Data provided below:

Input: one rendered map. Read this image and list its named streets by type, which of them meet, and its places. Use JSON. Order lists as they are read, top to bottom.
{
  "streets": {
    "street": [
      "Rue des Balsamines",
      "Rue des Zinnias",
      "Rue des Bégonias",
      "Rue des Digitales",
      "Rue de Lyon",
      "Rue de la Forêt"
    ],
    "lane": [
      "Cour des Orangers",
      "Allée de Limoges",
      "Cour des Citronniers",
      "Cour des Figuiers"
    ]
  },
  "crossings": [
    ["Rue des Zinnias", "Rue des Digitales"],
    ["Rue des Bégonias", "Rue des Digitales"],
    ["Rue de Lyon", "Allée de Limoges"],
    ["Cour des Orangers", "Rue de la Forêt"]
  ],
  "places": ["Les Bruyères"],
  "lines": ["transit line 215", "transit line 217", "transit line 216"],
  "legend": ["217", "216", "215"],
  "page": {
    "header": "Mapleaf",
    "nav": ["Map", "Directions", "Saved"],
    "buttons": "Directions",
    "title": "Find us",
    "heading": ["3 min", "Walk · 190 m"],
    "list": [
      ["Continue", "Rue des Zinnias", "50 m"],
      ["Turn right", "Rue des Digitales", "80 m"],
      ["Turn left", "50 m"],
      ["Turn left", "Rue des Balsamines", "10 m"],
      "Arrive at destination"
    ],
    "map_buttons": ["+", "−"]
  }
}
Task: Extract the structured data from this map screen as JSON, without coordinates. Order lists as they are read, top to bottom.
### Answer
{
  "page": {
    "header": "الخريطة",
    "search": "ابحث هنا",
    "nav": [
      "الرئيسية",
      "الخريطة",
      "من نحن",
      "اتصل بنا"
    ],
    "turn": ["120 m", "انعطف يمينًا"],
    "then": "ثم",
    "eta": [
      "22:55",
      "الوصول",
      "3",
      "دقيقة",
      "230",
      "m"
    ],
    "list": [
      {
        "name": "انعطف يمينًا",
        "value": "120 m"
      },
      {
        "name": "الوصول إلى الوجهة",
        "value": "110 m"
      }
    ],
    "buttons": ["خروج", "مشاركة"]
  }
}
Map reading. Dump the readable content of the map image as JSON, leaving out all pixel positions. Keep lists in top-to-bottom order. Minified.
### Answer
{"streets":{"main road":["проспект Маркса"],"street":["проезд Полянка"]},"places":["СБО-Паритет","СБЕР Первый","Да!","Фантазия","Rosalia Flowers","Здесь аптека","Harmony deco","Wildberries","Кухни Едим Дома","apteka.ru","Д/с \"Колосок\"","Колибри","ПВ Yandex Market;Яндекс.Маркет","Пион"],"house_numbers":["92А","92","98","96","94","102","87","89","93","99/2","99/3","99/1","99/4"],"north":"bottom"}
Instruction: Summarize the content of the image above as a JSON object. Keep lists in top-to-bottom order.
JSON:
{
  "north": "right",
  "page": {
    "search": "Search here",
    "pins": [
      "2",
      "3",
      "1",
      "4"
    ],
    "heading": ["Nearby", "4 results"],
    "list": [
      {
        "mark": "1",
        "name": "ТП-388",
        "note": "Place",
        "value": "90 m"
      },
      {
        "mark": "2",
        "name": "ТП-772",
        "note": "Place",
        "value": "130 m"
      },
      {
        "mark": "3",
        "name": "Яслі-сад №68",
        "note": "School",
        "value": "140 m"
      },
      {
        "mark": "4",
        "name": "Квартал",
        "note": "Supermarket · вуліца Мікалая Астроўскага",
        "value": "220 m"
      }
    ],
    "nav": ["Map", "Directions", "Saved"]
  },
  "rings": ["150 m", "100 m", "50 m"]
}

End of Data provided.

Task description: Using the records above, select and copy every line that has the word "Keep".

Result of this task:
Map reading. Dump the readable content of the map image as JSON, leaving out all pixel positions. Keep lists in top-to-bottom order. Minified.
Instruction: Summarize the content of the image above as a JSON object. Keep lists in top-to-bottom order.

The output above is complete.